1H NMR (CD3OD, 600 MHz): δH 7.88 1H s, 7.87 1H s, 7.37 1H s, 6.84 2H s, 6.06 d, J=2.4 Hz, 6.00 1H d, J=2.4 Hz, 5.98 1H d, J=2.4 Hz, 5.97 d, J=2.4 Hz, 5.87 brs, 5.81 1H brd J=3.0 Hz, 4.94 1H brs, 4.33 1H brs, 3.09 1H dd, J=4.8, 17.4 Hz, 2.96 1H dd, J=4.8, 16.8, 2.88 1H brd, J=17.4 Hz, 2.86 dd, J=2.4, 16.8 Hz; 13C NMR (CD3OD, 150 MHz): δC 185.6, 167.2, 158.0, 157.9, 157.8, 157.7, 157.0, 156.6, 156.0, 155.5, 151.1, 146.2, 139.7, 134.8, 130.3, 128.8, 125.9, 123.0, 121.9, 120.9, 118.3, 99.8, 99.6, 96.8, 96.7, 95.8, 95.7, 81.2, 75.8, 68.3, 66.5, 29.3, 27.2 ppm。
【0057】
4. テアフラビン3,3'-ジガレート
ECG(1g)およびEGCG(1g)を4mgの西洋ワサビペルオキシダーゼを含有したアセトン-pH5.0クエン酸リン酸塩緩衝液(1:10、v/v、50mL)の混合物中に溶解させた。撹拌しながら、2.0mlの3.13%H2O2を45分間に4回添加した。この反応混合物を酢酸エチル(50ml×3)によって抽出した。濃縮後、残査をセファデックスLH20カラムに供し、アセトン-水溶媒系(45%)で溶出した。100mgのテアフラビン3,3'-ジガレートを得た。
1H NMR (CD3OD, 600 MHz): δH 7.79 1H s, 7.76 1H s, 7.47 1H s, 6.88 2H s, 6.80 2H s, 6.07 1H d, J=2.4 Hz, 6.03 2H d, J=2.4 Hz, 6.00 1H d, J=2.4 Hz, 5.86 1H brs, 5.76 1H m, 5.67 1H m, 5.21 1H s, 3.17 1H dd, J=4.8, 16.8 Hz, 3.09 1H dd, J=4.8, 17.4, 2.91 2H m。
【0058】
5. ネオテアフラビン
C(カテキン)(0.8g)およびEGC(0.8g)を4mgの西洋ワサビペルオキシダーゼを含有したアセトン-pH5.0クエン酸リン酸塩緩衝液(1:10、v/v、50mL)の混合物中に溶解させた。撹拌しながら、2.0mlの3.13%H2O2を45分間に4回添加した。この反応混合物を酢酸エチル(50ml×3)によって抽出した。濃縮後、残査をセファデックスLH20カラムに供し、アセトン-水溶媒系(45%)で溶出した。120mgのネオテアフラビンを得た。

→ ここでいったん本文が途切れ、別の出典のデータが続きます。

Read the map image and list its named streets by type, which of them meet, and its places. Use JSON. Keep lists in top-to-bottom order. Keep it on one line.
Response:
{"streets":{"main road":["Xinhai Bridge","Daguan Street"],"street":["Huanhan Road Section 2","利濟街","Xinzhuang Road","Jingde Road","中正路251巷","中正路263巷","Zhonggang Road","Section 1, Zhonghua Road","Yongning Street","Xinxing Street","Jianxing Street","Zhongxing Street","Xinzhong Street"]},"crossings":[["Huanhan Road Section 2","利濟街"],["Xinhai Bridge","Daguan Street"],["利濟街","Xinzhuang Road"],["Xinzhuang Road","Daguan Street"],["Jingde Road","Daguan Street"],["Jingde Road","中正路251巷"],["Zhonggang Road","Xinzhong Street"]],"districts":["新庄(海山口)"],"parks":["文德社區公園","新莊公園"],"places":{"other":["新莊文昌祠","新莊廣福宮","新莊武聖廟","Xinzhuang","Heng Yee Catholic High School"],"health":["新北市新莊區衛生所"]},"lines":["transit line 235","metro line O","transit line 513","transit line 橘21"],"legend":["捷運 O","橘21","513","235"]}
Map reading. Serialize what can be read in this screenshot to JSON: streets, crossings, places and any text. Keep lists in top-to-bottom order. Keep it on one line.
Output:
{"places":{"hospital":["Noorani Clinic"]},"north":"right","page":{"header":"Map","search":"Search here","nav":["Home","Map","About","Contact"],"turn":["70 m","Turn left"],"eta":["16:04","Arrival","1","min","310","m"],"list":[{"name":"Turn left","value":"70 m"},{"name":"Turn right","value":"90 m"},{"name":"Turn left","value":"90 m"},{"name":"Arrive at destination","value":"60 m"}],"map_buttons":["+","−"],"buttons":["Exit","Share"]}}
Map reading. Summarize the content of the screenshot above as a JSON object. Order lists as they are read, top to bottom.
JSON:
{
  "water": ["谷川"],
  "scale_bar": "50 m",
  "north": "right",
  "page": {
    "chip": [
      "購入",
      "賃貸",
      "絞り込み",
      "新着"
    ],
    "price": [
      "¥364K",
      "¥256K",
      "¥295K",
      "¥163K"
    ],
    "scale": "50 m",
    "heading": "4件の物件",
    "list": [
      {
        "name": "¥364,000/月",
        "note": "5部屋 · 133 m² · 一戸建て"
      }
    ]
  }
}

1H NMR ((CD3)2CO, 600 MHz): δH 8.26 1H s, 7.46 1H s, 7.63 1H s, 6.06 d, J=2.4 Hz, 6.03 d, J=2.4 Hz, 5.96 d, J=2.4 Hz, 5.95 d, J=2.4 Hz, 5.62 d, J=7.8 Hz, 5.01 1H s, 4.39 1H m, 4.15 1H m, 2.97 dd, J=5.4, 15.6 Hz, 2.91 dd, J=4.2, 16.8, 2.84 dd, J=1.2, 16.8 Hz, 2.66 dd, J=9.6, 15.6 Hz; 13C NMR ((CD3)2CO, 150 MHz): δC 184.8, 157.6, 157.5, 157.4, 157.0, 156.7, 156.6, 154.4, 150.5, 146.2, 134.8, 132.2, 130.8, 128.6, 122.3, 121.6, 119.2, 100.7, 99.2, 96.4, 96.3, 95.6, 95.4, 81.5, 79.1, 69.5, 66.6, 30.0, 29.3 ppm。
【0059】
6. ネオテアフラビン3-ガレート
C(1g)およびEGCG(1g)を4mgの西洋ワサビペルオキシダーゼを含有したアセトン-pH5.0クエン酸リン酸塩緩衝液(1:10、v/v、50mL)の混合物中に溶解させた。撹拌しながら、2.0mlの3.13%H2O2を45分間に4回添加した。この反応混合物を酢酸エチル(50ml×3)によって抽出した。濃縮後、残査をセファデックスLH20カラムに供し、アセトン-水溶媒系(45%)で溶出した。170mgのネオテアフラビン3-ガレートを得た。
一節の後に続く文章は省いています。